Independent Hypothesis Weighting for multiple testing with side-information in Julia
Author nignatiadis
6 Stars
Updated Last
2 Years Ago
Started In
October 2021


Build Status Coverage

This package provides a preliminary implementation of the Independent Hypothesis Weighting method for multiple testing with side-information, as described in:

Ignatiadis N, Huber W (2021). “Covariate powered cross-weighted multiple testing.” Journal of the Royal Statistical Society: Series B (Statistical Methodology), 83: 720-751.

Ignatiadis N, Klaus B, Zaugg J, Huber W (2016). “Data-driven hypothesis weighting increases detection power in genome-scale multiple testing.” Nature Methods. doi: 10.1038/nmeth.3885, 13: 577–580.

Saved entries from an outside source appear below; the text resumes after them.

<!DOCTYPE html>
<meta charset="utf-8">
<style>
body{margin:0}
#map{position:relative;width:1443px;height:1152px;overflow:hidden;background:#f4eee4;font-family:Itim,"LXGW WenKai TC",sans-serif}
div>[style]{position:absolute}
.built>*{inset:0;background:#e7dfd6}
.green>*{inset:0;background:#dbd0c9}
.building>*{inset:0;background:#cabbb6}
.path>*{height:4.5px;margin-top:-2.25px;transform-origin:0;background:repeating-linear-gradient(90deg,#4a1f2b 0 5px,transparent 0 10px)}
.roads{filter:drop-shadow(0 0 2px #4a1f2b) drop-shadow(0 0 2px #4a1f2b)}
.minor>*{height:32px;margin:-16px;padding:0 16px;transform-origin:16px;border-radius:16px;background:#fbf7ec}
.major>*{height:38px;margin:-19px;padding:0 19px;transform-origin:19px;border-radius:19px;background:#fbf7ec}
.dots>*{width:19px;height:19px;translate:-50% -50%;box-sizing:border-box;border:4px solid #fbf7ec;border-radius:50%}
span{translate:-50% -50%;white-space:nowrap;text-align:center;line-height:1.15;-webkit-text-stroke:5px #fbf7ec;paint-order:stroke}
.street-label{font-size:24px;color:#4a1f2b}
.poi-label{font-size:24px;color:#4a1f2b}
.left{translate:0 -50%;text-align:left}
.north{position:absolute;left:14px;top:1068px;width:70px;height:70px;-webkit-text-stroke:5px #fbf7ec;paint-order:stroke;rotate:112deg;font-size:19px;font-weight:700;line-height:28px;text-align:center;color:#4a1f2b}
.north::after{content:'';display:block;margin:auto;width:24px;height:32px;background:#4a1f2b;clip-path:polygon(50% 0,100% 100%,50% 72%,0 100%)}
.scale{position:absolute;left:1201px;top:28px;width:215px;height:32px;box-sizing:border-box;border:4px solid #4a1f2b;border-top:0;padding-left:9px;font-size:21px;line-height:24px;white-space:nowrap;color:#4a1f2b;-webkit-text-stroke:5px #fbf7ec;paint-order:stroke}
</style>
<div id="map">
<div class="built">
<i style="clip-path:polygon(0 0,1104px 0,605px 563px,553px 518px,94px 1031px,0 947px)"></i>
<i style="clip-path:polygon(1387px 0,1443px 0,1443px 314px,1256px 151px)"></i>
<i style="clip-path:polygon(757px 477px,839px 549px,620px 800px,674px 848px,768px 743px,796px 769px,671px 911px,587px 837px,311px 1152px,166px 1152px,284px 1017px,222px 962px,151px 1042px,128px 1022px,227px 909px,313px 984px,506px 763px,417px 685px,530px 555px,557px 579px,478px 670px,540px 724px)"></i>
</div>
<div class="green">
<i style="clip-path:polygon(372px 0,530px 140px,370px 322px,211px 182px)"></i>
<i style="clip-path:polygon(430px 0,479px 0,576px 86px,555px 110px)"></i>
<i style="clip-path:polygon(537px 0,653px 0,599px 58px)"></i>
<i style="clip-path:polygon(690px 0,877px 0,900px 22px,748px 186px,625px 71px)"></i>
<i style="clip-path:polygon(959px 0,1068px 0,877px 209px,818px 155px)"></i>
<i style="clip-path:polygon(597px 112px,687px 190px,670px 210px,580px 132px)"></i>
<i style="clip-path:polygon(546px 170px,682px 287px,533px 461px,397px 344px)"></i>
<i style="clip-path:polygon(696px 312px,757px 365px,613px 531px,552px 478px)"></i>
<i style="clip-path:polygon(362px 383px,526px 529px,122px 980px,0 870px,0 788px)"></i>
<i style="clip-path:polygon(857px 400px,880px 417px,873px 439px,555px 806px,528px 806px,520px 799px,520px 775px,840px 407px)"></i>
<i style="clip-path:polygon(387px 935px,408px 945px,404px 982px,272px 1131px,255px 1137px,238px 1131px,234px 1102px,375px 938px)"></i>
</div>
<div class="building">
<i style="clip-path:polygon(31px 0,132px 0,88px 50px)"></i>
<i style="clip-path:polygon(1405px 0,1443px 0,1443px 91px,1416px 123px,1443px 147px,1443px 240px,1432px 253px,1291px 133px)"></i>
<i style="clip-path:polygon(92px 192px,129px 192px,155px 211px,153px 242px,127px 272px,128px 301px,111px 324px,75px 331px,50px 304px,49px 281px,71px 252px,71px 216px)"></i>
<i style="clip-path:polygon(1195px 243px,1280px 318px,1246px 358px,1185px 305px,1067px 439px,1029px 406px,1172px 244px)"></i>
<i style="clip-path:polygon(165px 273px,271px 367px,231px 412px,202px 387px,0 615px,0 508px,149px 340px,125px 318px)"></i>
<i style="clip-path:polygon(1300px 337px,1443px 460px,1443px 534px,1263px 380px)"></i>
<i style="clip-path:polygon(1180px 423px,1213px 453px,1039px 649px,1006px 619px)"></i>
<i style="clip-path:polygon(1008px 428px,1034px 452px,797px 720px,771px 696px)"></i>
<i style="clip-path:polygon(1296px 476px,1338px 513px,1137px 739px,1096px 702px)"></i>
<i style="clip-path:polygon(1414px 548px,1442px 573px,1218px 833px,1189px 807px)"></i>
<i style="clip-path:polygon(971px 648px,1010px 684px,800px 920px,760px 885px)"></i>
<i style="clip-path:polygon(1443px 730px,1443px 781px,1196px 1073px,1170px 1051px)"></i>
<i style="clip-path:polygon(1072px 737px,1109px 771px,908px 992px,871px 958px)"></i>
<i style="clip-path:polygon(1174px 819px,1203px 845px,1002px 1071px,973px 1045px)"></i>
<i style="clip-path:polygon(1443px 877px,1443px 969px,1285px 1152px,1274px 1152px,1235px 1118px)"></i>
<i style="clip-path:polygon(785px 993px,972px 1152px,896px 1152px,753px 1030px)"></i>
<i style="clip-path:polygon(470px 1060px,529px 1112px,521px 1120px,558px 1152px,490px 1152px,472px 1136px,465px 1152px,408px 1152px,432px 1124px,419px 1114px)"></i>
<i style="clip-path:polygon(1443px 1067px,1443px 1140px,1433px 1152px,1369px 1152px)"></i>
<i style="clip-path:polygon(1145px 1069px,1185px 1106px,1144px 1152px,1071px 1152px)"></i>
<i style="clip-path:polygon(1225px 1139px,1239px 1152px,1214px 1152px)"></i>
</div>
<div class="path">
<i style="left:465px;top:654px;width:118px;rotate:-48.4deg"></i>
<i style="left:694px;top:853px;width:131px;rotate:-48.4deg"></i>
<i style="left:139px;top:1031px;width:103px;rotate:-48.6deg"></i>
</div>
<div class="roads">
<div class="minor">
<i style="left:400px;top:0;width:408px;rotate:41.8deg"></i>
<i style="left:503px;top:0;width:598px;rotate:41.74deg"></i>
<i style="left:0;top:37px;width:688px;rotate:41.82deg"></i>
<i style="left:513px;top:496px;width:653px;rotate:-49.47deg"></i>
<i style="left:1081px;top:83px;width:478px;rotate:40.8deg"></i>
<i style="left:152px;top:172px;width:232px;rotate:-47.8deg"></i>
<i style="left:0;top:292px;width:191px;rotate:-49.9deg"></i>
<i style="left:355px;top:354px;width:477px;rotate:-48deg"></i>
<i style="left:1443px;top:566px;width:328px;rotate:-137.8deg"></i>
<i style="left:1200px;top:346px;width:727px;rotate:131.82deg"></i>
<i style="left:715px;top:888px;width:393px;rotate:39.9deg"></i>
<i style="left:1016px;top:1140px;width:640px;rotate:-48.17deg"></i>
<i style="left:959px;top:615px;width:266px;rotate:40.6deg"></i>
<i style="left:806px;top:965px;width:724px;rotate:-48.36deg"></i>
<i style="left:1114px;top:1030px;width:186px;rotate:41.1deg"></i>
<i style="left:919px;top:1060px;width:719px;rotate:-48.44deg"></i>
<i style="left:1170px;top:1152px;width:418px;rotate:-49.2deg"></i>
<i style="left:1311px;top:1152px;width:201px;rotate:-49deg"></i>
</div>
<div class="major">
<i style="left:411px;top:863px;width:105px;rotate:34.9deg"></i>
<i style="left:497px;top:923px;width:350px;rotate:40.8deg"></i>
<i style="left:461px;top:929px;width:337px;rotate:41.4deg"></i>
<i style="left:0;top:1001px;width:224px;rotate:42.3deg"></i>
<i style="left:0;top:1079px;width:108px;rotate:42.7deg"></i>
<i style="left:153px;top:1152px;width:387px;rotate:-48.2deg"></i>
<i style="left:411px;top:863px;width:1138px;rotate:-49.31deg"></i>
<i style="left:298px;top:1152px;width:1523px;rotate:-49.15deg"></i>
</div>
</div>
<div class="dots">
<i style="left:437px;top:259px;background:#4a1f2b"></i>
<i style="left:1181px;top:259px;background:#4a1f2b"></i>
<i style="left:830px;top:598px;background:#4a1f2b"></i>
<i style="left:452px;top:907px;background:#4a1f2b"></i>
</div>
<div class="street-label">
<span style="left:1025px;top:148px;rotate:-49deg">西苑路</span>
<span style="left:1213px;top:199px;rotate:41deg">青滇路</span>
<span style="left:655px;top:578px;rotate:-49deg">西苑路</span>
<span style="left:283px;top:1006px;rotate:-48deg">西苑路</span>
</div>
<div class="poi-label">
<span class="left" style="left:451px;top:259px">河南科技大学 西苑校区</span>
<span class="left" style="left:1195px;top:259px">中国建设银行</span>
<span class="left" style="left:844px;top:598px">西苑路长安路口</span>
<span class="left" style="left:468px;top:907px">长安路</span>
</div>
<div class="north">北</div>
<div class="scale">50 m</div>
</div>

This package is work in progress, so that we currently recommend using the R package IHW, which is available on Bioconductor. Also please see the MultipleTesting.jl package that provides methods for multiple testing without side-information (here we build upon the interface defined in MultipleTesting.jl).

Example Usage

Load packages:

using Distributions
using IndependentHypothesisWeighting
using Random
using StatsBase

Generate synthetic data: 10,000 p-values that can be partitioned into two groups, as encoded by the side-information Xs.

Xs = CategoricalVector(sample(1:2, 10000))
Ps = rand(BetaUniformMixtureModel(0.7, 0.2), 10000) .* (Xs.==1) .+ rand(Uniform(), 10000) .* (Xs.==2) 

Suppose we seek to control the false discovery rate at 10%. As a baseline, that does not use the grouping side-information, we may run the Benjamini-Hochberg procedure:

α = 0.1
sum(adjust(Ps, BenjaminiHochberg()) .<= α ) # 580 discoveries

580 p-values are significant. Let us run Independent Hypothesis Weighting (IHW) with the grouping side-information:

ihw_grenander = IHW(weight_learner = GrenanderLearner(), α = α)
ihw_grenander_fit = fit(ihw_grenander, Ps, Xs)
sum(adjust(ihw_grenander_fit) .<= α) # 677 discoveries

IHW increased the significant discoveries to 677.